The not-a-bot.php can add something into the session to flag that the user is not a bot, then return a single pixel gif.

The URL is broken up to disguise it from the bot.

Here's an idea:

Most bots don't download css, javascript and images. They just parse the html.

If you could keep track in a user's session whether or not they download all of the above, e.g. by routing all of the download requests through a script that logs the attempts, then you could quickly identify users that only download the raw html (very few normal users will do this).

For each session on the server you can determine if the user was at any point clicking or typing too fast. After a given number of repeats, set the "isRobot" flag to true and conserve resources within that session. Normally you don't tell the user that he's been robot-detected, since he'd just start a new session in that case.

Well, this is really for a particular page of the site. We don't want a bot submitting the form b/c it messes up tracking. Honestly, the friendly bots, Google, Yahoo, etc aren't a problem as they don't typically fill out the form to begin with. If we suspected someone of being a bot, we might show them a captcha image or something like that... If they passed, they're not a bot and the form submits...
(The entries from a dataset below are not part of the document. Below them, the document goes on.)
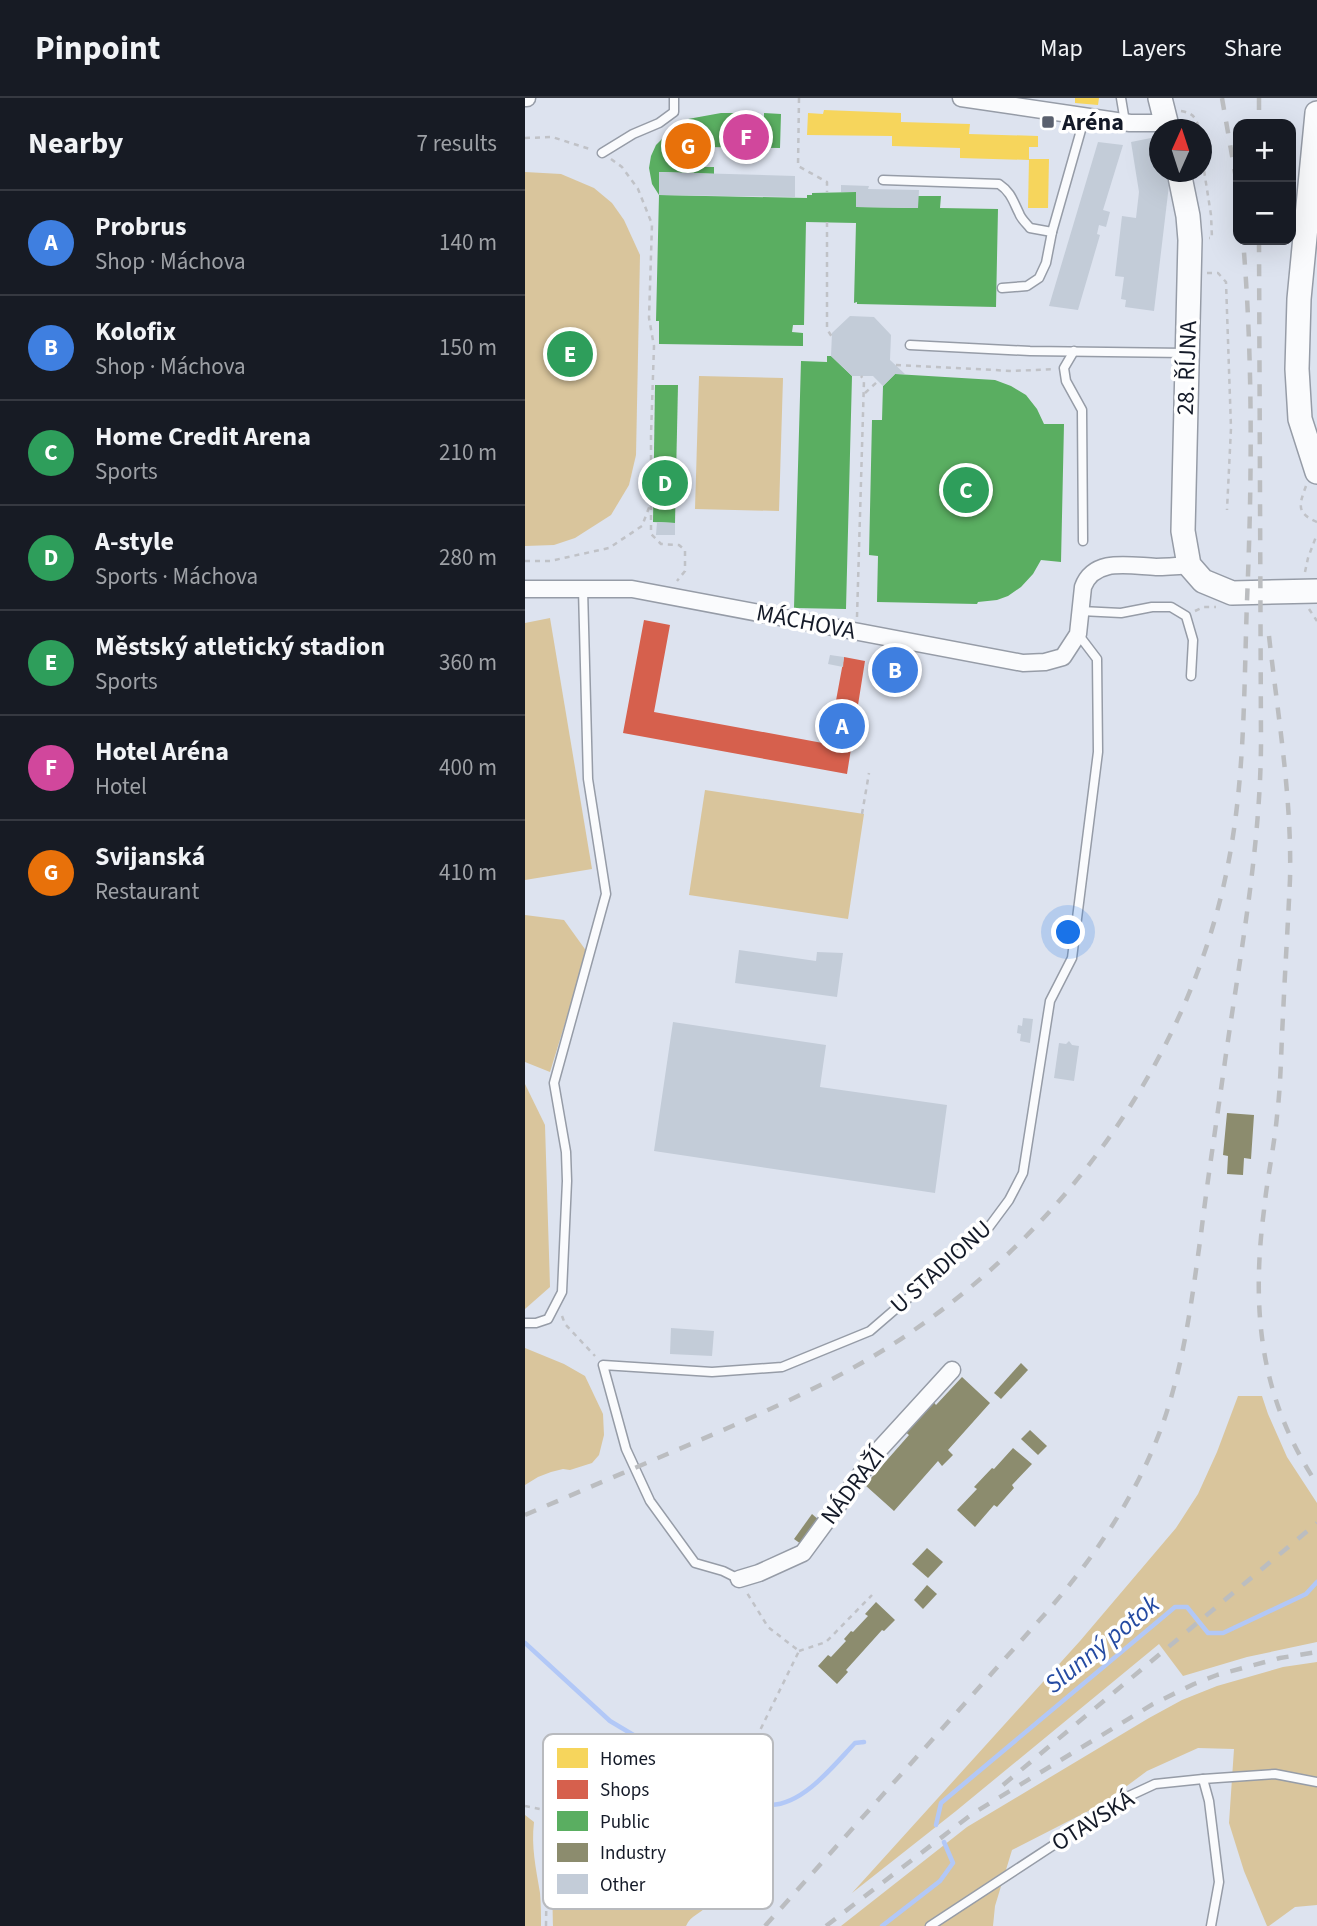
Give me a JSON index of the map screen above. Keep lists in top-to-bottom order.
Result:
{
  "streets": {
    "street": ["28. ŘÍJNA", "MÁCHOVA", "NÁDRAŽÍ"],
    "lane": ["U STADIONU", "OTAVSKÁ"]
  },
  "crossings": [
    ["MÁCHOVA", "U STADIONU"]
  ],
  "water": ["Slunný potok"],
  "places": {
    "transit": ["Aréna"]
  },
  "legend": [
    "Homes",
    "Shops",
    "Public",
    "Industry",
    "Other"
  ],
  "north": "top",
  "page": {
    "header": "Pinpoint",
    "nav": ["Map", "Layers", "Share"],
    "heading": ["Nearby", "7 results"],
    "pins": [
      "F",
      "G",
      "E",
      "D",
      "C",
      "B",
      "A"
    ],
    "map_buttons": ["+", "−"],
    "list": [
      {
        "mark": "A",
        "name": "Probrus",
        "note": "Shop · Máchova",
        "value": "140 m"
      },
      {
        "mark": "B",
        "name": "Kolofix",
        "note": "Shop · Máchova",
        "value": "150 m"
      },
      {
        "mark": "C",
        "name": "Home Credit Arena",
        "note": "Sports",
        "value": "210 m"
      },
      {
        "mark": "D",
        "name": "A-style",
        "note": "Sports · Máchova",
        "value": "280 m"
      },
      {
        "mark": "E",
        "name": "Městský atletický stadion",
        "note": "Sports",
        "value": "360 m"
      },
      {
        "mark": "F",
        "name": "Hotel Aréna",
        "note": "Hotel",
        "value": "400 m"
      },
      {
        "mark": "G",
        "name": "Svijanská",
        "note": "Restaurant",
        "value": "410 m"
      }
    ]
  }
}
I've heard things like putting a form in flash, or making the submit javascript, but I'd prefer not to prevent real users from using the site until I suspected they were a bot...

I think your idea with checking the session id will already be quite useful.
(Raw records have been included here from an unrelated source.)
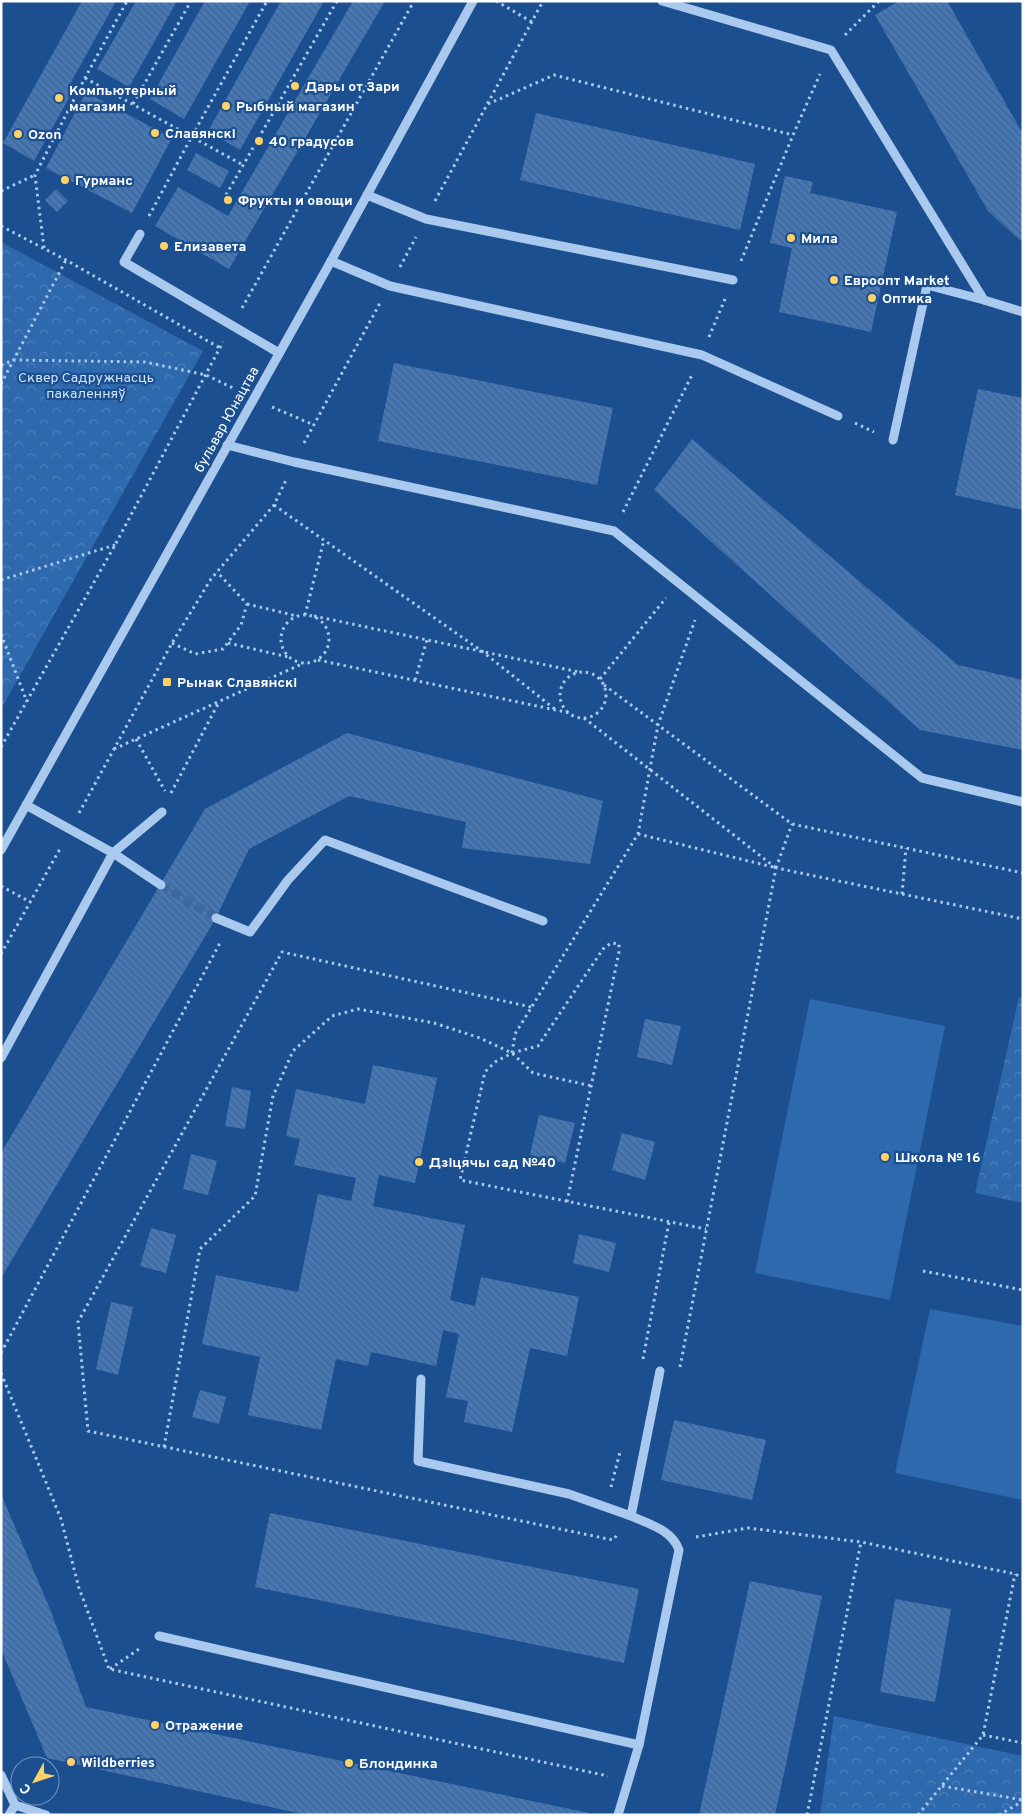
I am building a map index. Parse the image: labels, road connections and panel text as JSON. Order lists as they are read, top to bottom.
{
  "streets": {
    "street": ["бульвар Юнацтва"]
  },
  "parks": ["Сквер Садружнасць пакаленняў"],
  "places": {
    "other": [
      "Дары от Зари",
      "Компьютерный магазин",
      "Рыбный магазин",
      "Славянскі",
      "Ozon",
      "40 градусов",
      "Гурманс",
      "Фрукты и овощи",
      "Мила",
      "Елизавета",
      "Евроопт Market",
      "Оптика",
      "Школа № 16",
      "Дзіцячы сад №40",
      "Отражение",
      "Wildberries",
      "Блондинка"
    ],
    "transit": ["Рынак Славянскі"]
  },
  "north": "bottom left"
}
Another idea: You could check whether embedded resources are downloaded as well.

A bot which does not load images (e.g. to save time and bandwidth) should be distinguishable from a browser which typically will load images embedded into a page.
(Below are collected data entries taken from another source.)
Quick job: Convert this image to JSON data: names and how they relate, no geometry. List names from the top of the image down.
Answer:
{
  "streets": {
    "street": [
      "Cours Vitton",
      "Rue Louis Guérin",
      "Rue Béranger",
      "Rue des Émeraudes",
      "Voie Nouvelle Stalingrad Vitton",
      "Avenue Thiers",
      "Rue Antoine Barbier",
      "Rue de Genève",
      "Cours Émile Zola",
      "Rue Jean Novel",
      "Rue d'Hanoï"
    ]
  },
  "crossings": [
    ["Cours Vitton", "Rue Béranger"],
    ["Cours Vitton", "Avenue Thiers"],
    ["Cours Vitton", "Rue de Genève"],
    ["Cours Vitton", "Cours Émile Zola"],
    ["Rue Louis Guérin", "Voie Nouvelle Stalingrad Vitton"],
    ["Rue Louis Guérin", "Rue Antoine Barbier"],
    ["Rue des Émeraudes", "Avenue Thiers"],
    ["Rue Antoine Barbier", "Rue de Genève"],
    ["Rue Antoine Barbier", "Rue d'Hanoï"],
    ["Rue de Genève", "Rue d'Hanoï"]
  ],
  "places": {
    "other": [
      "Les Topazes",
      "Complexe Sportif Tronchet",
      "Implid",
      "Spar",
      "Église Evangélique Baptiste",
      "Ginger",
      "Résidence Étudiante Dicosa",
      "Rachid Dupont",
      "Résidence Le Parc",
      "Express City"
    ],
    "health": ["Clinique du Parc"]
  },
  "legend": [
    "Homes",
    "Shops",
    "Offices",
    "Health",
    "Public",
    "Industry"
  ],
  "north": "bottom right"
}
Such a check however might not be suited as a real-time check because you would have to analyze some sort of server log which might be time consuming.

Hey, thanks for all the responses. I think that a combination of a few suggestions will work well. Mainly, the hidden form element that times how fast the form was filled out, and possibly the "poison link" idea. I think that it will cover most basis. When you're talking about bots, you're not going to find them all, so there's no point thinking that you will... Silly bots.